Some people on Mathstodon put a lot of work into this and made some nice progress. But there’s been a surprising new twist! I’m not talking about how the answer to this puzzle is now listed on the listed on the Online Encyclopedia of Integer Sequences as sequence A359146. I’m not even talking about the fact that the New York Times ran an article about this puzzle:

• Siobhan Roberts, The quest to find rectangles in a square, New York Times, February 7, 2023. Open-access version here.

Remember the story so far. When n = 3 there are just 3 options for what the proportions of the rectangles can be:

I asked folks on Mathstodon about the case n = 4 and they found 11 options, as drawn here by Dan Piker:

From then on the number increases steeply. The biggest case anyone has been able to handle is n = 7. Ian Henderson found 1371 options in that case:

And that was great… but now the story has gotten more interesting, because Daniel Gerbet seems to have found one more! Yes: not 1371, but 1372.

He did the computation twice, in two different ways. He sent me a table listing all 1372 allowed proportions in increasing order, together with the polynomial equations they obey and pictures of the subdivided square. He wrote:

After running the computation again, I was able to identify the possibly missing guy exactly: the 1055th ratio. The pictures of the partitions look all the same for smaller and larger ratios in the tables from Ian Henderson and the one I computed. You find it at page 106 in the tabletable for partitions with 7 rectangles.

The ratio is the only real root of the polynomial

You can find a picture of a partition with this ratio in the files attached. Note that Ian Henderson has computed partitions with other ratios, but the same topology as this one, e.g. the 1022th ratio.

Indeed it’s an interesting fact, first noted by Lisanne Taams in a simpler example, that we can get two partitions with the same topology where the rectangles have different proportions!

Here is a picture of the apparently new partition that Daniel Gerbet has found:

You can also see it as the 1055th partition in this list, where the 1372 partitions are conveniently grouped into 25 groups of 54, plus 22 more:

I said “conveniently”, but of course I was kidding—it’s easier to deal with these pictures in a PDF file. Daniel Gerbet has kindly allowed me to share his PDFs for all the interesting cases up to n = 7:

• All 3 allowed proportions for 3 similar rectangles that subdivide the square.

• All 11 allowed proportions for 4 similar rectangles that subdivide the square.

• All 51 allowed proportions for 5 similar rectangles that subdivide the square.

• All 245 allowed proportions for 6 similar rectangles that subdivide the square.

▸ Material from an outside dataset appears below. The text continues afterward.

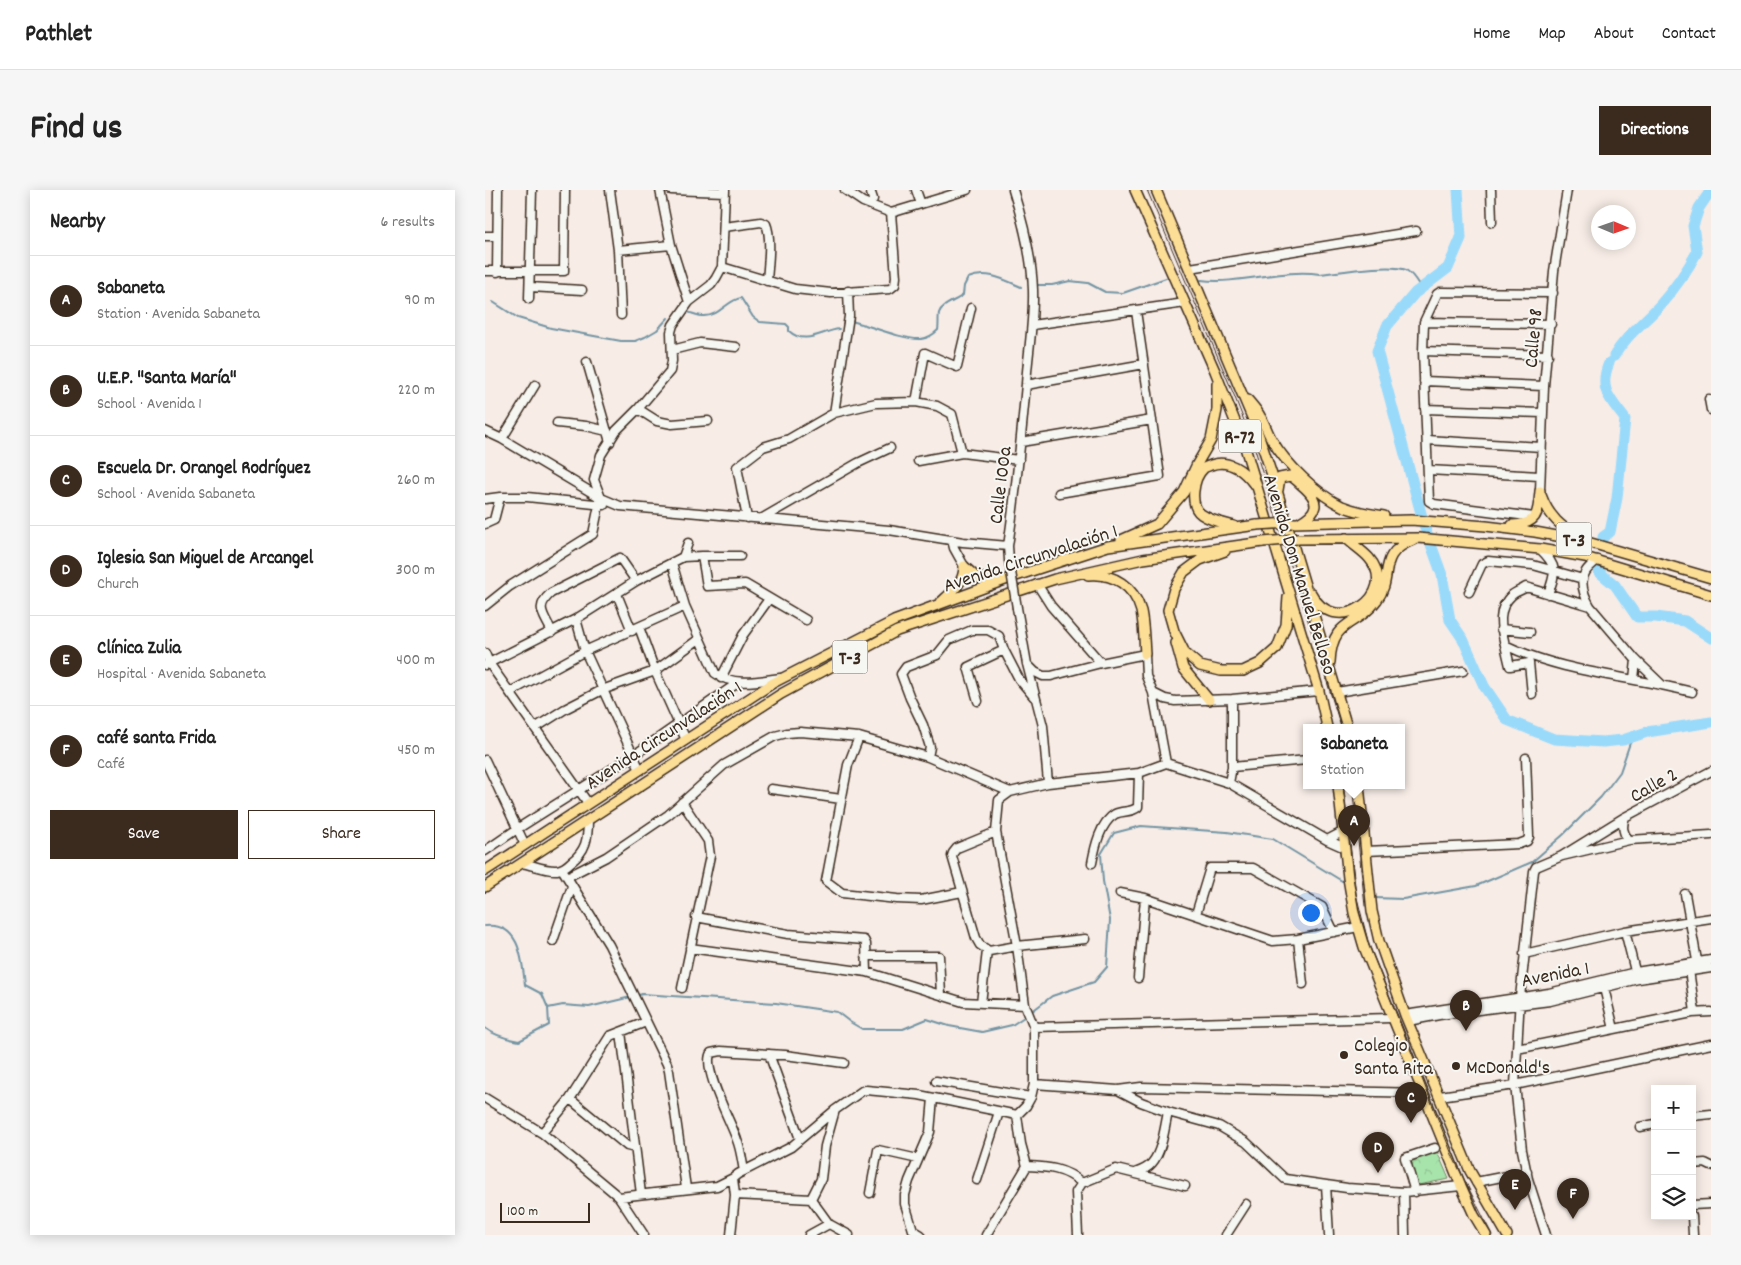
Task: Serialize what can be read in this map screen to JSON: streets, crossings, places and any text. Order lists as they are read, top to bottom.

• All 1372 allowed proportions for 7 similar rectangles that subdivide the square. Also, don’t forget the more detailed table listing the polynomials obeyed by these proportions.

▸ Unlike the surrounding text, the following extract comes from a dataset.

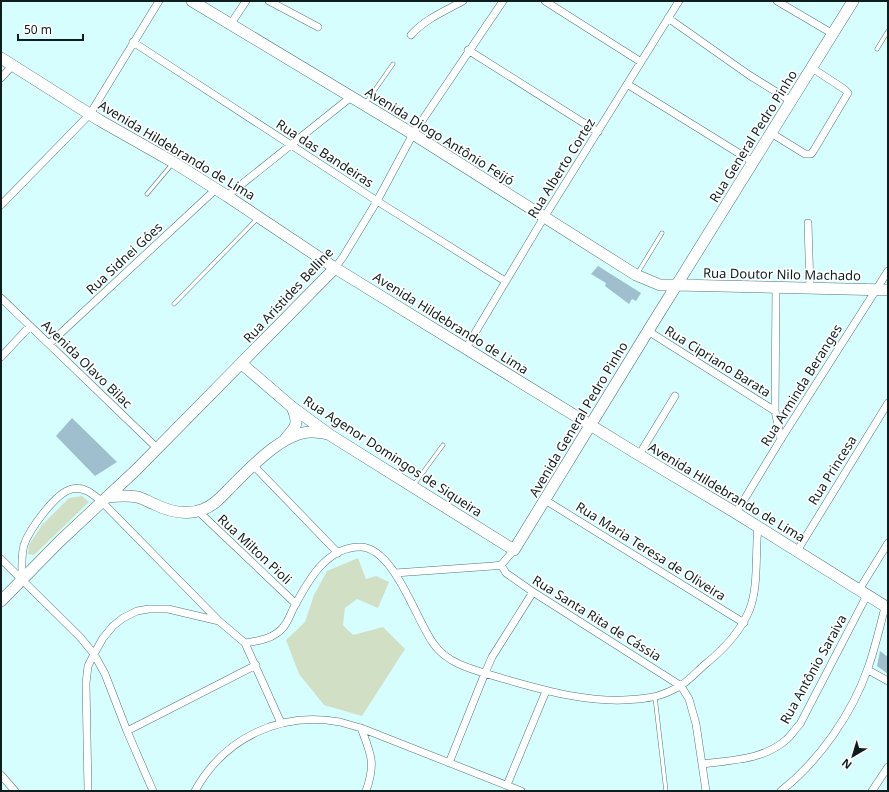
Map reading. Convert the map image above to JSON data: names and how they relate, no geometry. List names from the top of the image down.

You can also get a copy of the Python program that Daniel Gerbet used to obtain his results.

By the way, when I mentioned this news to my friend Todd Trimble he instantly noticed that 1372 is divisible by 7. Coincidence? Probably.

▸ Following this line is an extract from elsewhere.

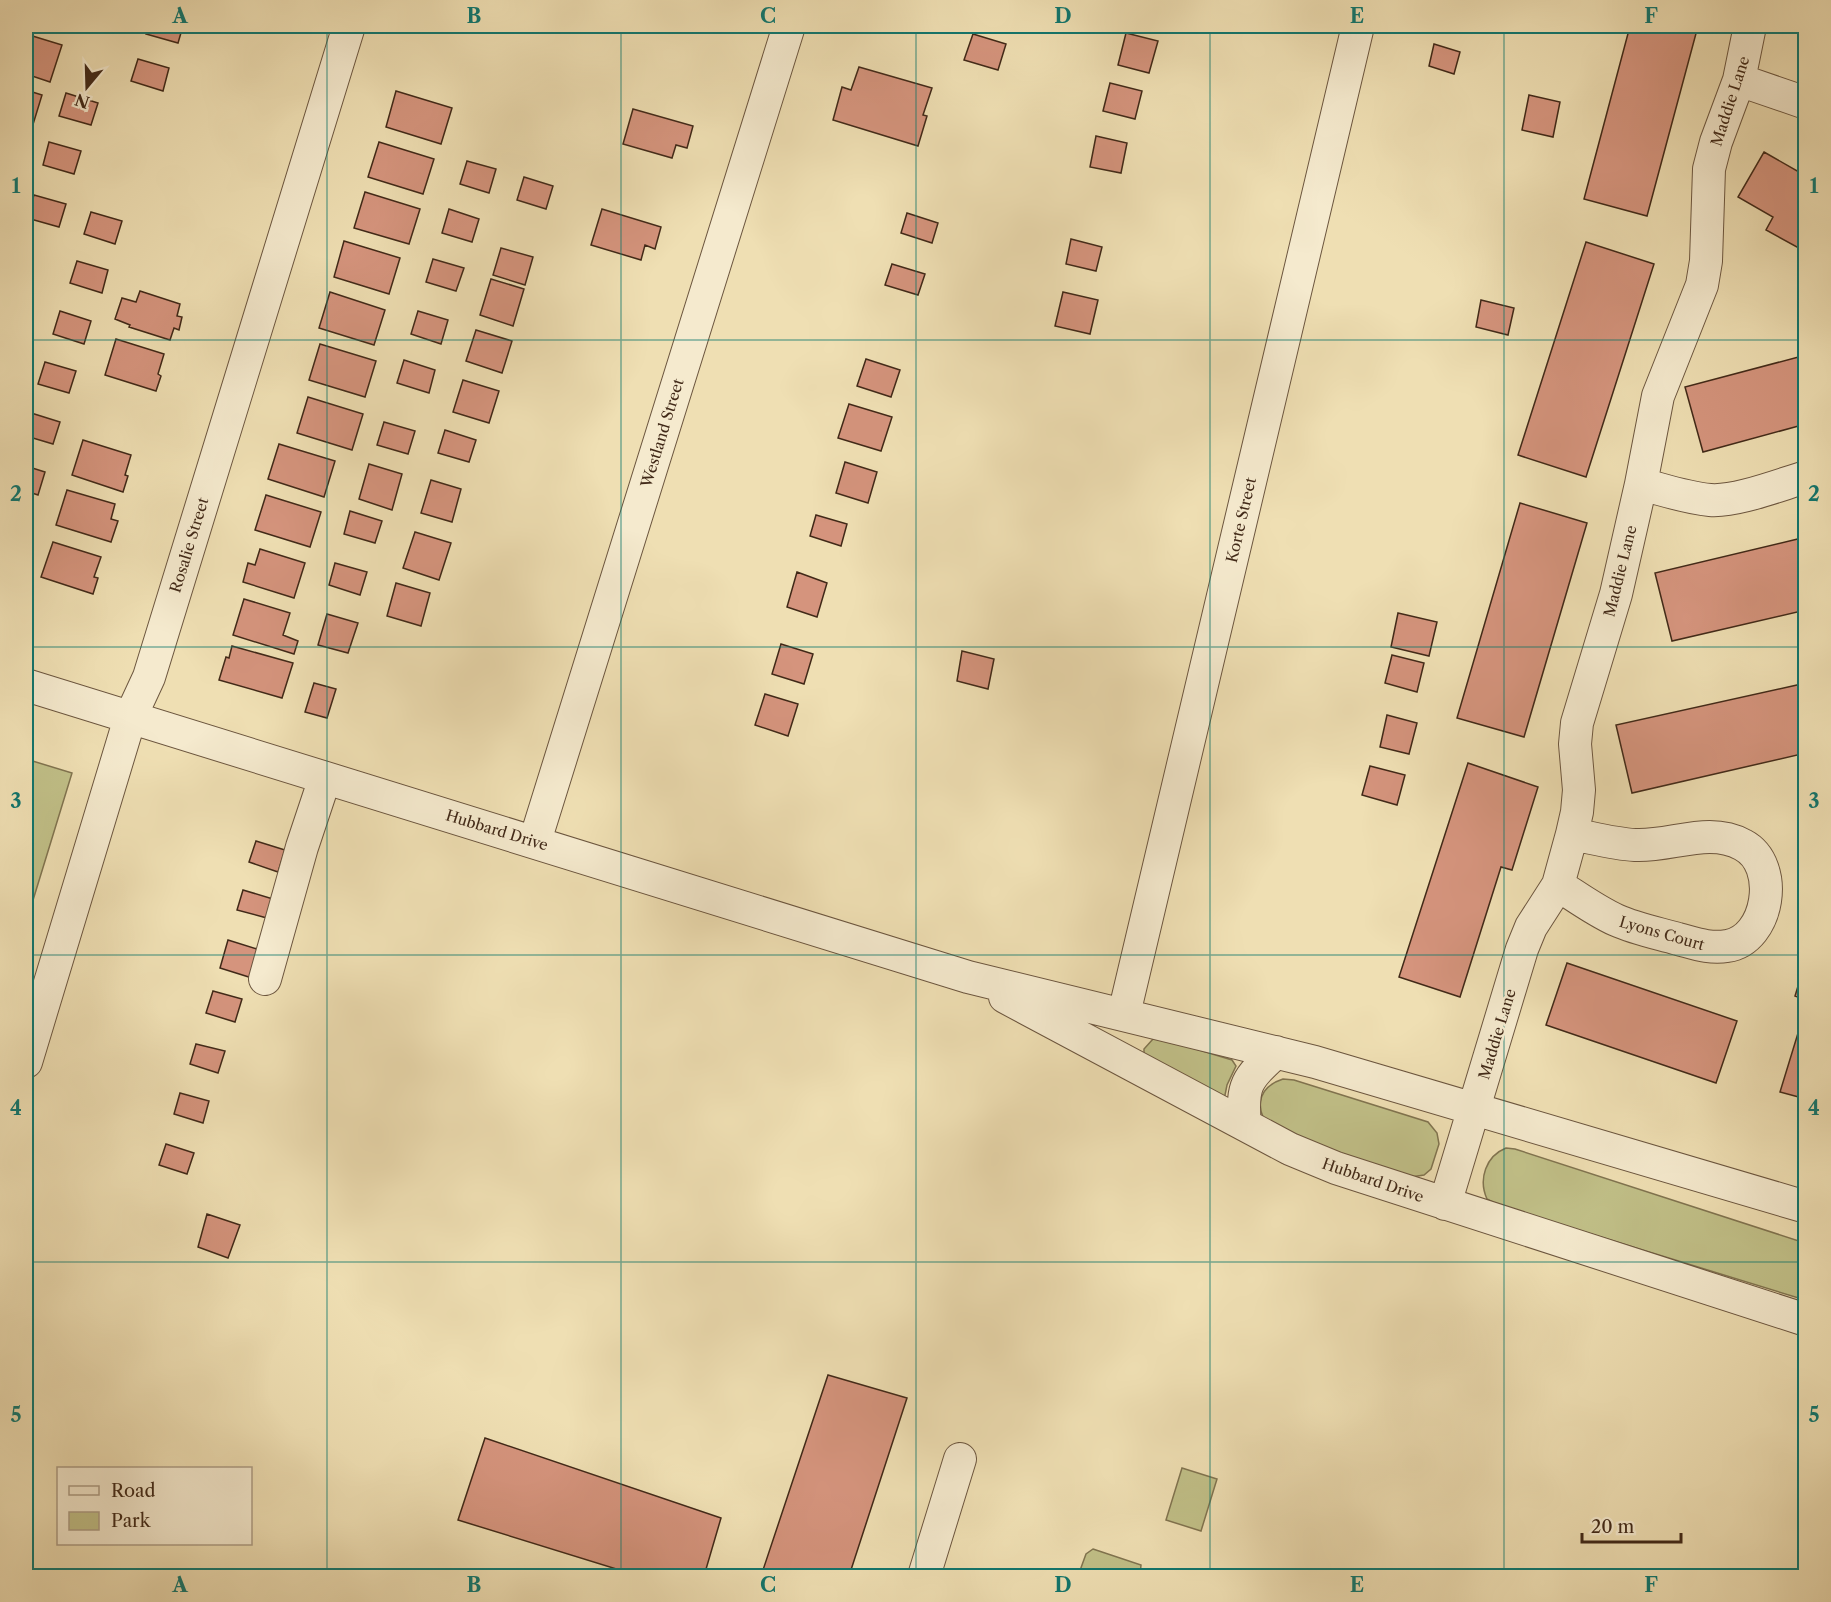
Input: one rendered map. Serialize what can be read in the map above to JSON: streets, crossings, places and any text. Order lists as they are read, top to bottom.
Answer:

Some good news here is that Daniel Gerbet’s work confirms the previous calculations for n ≤ 6. And that’s especially good because previously only one person, Ian Henderson, had done the n = 6 case. See my previous article for details).

But we need some people to help settle the case n = 7!

Addendum: Greg Egan has confirmed this new solution is real. Ian Henderson has confirmed that it’s new, and he’s found the bug in his program that made him overlook it:

It is real! I made a mistaken assumption in my code to try to save computation time — instead of trying every way of orienting the N rectangles, it always orients the last rectangle the same way, under the assumption that the same arrangement but flipped will be generated anyway.

The issue is that “last” is in the order the rectangles are visited, which may change when the square is flipped! (See attached image for the arrangement here—the last rectangle is #6:

Either changing it to always orient the first rectangle in the same way (since it’s always in the top left) or just disabling that code entirely does give a total count of 1372.